**Task requirements:** From the material below, list every line containing "controls".

**Input records:**

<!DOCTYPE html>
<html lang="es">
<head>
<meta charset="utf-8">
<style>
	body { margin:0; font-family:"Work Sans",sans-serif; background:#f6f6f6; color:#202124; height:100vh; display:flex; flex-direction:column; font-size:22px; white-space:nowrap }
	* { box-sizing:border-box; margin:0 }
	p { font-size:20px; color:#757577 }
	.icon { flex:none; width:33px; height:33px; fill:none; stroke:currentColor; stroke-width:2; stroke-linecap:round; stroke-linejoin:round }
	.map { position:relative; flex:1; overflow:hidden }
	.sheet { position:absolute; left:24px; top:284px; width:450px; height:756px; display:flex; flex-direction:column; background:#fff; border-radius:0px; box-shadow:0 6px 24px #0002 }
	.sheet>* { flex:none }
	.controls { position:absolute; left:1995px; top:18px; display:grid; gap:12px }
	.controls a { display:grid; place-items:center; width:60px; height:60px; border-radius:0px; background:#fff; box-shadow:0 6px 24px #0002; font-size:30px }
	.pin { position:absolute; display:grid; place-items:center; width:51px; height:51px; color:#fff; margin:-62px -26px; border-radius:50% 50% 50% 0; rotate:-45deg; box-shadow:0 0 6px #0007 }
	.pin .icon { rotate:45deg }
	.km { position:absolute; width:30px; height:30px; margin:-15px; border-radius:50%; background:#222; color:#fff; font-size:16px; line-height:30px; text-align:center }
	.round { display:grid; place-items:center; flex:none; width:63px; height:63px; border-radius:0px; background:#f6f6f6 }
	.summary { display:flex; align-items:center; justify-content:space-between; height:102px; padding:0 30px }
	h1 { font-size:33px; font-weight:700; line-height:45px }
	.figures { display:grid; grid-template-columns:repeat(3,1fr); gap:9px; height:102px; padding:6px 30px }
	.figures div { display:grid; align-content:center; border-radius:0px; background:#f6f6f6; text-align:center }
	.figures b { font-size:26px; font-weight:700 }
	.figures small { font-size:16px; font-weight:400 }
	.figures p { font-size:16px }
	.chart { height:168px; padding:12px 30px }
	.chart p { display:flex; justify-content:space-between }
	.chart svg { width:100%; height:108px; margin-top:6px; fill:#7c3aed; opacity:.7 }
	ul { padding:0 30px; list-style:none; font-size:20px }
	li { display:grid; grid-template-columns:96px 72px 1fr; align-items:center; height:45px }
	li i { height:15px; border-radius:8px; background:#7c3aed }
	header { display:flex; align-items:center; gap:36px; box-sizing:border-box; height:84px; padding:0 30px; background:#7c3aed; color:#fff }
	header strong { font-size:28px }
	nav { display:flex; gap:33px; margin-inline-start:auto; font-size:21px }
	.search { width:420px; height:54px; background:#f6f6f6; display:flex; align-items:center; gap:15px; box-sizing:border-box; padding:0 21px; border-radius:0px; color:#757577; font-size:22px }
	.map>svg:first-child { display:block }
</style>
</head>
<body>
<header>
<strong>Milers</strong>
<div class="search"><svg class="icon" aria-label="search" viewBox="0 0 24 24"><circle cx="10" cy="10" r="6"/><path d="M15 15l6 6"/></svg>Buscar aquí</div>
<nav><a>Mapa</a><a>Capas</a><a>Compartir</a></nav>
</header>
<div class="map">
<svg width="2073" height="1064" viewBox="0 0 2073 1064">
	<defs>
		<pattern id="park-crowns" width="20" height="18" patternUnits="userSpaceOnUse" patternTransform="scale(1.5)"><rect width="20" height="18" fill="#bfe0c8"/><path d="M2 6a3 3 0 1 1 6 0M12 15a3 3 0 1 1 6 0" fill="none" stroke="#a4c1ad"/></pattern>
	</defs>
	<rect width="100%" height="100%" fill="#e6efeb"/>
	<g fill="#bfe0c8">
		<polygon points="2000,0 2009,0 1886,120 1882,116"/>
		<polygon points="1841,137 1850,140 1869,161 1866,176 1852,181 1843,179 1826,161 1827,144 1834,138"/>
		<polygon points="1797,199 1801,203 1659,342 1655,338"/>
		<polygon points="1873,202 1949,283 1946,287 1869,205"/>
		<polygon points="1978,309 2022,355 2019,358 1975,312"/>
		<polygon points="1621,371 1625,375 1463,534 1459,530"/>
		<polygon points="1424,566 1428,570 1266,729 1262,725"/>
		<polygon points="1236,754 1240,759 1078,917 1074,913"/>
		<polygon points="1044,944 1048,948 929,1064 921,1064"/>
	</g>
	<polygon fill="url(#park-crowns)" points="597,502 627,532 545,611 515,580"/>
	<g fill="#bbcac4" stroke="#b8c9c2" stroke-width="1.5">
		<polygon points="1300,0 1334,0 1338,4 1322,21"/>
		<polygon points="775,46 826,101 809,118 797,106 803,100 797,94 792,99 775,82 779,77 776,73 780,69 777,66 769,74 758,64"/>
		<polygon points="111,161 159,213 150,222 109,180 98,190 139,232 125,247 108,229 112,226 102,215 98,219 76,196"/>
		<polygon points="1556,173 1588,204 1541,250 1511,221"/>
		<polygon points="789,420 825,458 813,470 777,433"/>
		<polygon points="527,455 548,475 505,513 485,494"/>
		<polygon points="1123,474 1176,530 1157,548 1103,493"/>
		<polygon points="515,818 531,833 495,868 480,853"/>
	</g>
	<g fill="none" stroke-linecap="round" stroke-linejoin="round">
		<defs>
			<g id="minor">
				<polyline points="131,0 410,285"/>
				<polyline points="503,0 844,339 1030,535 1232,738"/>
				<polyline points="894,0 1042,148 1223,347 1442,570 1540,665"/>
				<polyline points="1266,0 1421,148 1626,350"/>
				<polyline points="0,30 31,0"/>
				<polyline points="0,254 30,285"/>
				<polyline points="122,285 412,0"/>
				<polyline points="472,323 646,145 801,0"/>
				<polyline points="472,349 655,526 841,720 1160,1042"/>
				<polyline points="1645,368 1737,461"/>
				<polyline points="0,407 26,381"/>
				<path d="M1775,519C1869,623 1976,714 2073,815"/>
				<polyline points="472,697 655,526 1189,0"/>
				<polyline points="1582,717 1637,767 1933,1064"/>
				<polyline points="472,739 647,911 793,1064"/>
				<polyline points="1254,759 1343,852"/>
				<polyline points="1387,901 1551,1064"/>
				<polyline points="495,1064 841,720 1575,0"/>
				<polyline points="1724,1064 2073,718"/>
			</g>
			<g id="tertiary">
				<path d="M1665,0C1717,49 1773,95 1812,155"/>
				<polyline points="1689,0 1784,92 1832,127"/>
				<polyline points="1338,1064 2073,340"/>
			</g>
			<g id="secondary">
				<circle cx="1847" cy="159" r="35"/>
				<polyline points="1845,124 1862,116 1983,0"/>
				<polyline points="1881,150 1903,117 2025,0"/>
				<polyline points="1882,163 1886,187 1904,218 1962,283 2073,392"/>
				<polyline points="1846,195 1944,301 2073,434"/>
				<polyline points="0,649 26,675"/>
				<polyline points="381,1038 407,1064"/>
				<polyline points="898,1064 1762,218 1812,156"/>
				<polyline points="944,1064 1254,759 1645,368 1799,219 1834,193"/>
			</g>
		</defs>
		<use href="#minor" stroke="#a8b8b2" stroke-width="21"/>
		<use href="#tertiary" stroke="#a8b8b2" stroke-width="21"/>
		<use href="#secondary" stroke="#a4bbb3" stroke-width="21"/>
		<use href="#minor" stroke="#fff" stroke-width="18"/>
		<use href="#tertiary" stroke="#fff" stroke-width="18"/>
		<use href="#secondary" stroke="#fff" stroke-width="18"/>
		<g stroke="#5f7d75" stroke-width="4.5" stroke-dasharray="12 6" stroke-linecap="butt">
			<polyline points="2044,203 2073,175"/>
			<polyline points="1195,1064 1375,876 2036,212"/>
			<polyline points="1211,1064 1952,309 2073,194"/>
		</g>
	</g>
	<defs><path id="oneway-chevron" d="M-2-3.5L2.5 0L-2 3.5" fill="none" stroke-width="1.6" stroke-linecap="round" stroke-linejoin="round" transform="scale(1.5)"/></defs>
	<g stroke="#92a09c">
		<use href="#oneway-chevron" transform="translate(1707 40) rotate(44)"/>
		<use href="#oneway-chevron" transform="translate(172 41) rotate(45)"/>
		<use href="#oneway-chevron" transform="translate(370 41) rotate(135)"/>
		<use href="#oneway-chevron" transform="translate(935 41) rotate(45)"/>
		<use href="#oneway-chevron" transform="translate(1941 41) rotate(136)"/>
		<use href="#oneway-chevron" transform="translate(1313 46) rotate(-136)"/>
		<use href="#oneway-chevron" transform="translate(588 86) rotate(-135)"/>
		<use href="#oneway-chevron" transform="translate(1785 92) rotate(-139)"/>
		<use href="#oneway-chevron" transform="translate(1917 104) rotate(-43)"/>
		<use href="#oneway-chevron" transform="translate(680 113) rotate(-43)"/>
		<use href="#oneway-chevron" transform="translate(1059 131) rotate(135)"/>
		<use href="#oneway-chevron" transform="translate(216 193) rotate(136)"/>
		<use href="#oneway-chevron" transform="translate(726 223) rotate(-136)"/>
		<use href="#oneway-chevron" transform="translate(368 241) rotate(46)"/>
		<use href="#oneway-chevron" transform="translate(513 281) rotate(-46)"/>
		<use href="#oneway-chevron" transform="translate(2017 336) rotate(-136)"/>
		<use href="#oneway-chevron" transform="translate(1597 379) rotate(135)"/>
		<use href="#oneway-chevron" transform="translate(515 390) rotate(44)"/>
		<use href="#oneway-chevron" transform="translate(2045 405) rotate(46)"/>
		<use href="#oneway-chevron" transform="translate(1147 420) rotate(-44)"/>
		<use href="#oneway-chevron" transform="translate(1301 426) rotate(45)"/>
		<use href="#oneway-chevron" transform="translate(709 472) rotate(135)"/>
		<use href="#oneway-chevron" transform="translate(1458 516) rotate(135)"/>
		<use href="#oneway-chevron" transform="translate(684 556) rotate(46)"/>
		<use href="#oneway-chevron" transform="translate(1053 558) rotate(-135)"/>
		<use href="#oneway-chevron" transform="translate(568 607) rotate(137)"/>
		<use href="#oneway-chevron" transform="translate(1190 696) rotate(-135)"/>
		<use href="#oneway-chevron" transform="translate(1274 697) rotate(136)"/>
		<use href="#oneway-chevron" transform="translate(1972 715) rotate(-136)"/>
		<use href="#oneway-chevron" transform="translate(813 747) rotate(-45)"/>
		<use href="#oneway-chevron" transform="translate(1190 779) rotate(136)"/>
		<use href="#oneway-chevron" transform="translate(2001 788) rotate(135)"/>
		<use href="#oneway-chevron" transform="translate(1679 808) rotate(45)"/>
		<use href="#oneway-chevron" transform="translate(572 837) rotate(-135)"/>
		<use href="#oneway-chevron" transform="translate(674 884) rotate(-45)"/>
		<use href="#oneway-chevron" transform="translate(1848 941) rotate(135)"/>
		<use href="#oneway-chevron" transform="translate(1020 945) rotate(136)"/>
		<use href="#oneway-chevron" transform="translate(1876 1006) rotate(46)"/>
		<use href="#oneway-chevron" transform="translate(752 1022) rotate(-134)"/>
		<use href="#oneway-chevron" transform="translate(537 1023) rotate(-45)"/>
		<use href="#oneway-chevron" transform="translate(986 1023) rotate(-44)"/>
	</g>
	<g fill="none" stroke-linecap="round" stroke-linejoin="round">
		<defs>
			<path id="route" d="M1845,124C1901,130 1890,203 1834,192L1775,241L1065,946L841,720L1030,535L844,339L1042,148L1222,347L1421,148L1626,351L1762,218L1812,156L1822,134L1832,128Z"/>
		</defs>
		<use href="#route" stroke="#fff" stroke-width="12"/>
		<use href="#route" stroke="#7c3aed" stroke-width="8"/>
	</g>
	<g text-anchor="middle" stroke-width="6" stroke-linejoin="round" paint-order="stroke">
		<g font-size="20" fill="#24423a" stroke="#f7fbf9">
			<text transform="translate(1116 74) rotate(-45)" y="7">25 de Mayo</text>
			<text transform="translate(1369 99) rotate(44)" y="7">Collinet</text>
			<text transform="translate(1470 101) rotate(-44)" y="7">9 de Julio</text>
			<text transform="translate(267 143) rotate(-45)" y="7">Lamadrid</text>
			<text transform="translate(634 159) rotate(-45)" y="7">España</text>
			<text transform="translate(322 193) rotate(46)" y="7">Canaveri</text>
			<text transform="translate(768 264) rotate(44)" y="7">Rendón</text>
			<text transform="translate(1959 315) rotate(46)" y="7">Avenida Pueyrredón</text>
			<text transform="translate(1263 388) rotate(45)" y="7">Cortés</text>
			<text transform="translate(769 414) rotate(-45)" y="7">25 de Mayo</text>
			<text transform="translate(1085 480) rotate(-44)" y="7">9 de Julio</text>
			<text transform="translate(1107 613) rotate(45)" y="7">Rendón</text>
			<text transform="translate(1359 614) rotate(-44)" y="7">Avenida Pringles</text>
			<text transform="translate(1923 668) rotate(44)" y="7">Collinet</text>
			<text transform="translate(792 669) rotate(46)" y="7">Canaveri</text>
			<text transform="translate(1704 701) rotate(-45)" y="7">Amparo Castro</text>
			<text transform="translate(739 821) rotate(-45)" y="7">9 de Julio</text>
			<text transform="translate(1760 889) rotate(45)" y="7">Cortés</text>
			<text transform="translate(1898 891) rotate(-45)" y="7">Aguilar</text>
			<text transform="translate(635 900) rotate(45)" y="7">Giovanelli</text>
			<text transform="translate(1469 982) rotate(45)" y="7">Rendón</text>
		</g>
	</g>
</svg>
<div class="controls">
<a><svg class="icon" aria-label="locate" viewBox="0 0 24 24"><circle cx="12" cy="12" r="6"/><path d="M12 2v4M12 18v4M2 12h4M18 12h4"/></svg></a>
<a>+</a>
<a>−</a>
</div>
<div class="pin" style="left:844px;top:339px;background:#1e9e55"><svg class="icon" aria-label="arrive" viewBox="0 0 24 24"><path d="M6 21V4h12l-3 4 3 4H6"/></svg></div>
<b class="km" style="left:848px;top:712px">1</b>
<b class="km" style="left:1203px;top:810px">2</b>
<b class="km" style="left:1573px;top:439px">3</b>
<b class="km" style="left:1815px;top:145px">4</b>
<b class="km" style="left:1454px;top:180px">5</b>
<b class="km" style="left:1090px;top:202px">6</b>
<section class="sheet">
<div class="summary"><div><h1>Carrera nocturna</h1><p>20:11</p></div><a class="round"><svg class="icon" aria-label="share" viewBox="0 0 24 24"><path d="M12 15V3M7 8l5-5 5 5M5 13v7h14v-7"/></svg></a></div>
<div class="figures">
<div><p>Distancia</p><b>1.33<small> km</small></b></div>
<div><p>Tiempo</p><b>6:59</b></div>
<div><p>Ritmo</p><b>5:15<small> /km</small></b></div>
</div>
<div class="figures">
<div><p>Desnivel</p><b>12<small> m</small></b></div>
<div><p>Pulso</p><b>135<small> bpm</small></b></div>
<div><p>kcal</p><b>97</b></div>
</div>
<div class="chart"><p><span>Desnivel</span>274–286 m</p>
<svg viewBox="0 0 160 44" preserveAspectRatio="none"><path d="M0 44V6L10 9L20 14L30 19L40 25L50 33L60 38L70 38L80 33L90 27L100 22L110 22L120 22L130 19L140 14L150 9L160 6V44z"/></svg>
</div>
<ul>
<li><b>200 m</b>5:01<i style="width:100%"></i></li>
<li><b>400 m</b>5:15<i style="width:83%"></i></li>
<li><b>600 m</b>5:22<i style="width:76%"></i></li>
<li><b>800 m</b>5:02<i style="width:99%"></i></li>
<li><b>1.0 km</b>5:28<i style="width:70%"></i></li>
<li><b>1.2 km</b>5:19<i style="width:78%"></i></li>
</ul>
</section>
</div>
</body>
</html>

**Answer:**
	.controls { position:absolute; left:1995px; top:18px; display:grid; gap:12px }
	.controls a { display:grid; place-items:center; width:60px; height:60px; border-radius:0px; background:#fff; box-shadow:0 6px 24px #0002; font-size:30px }
<div class="controls">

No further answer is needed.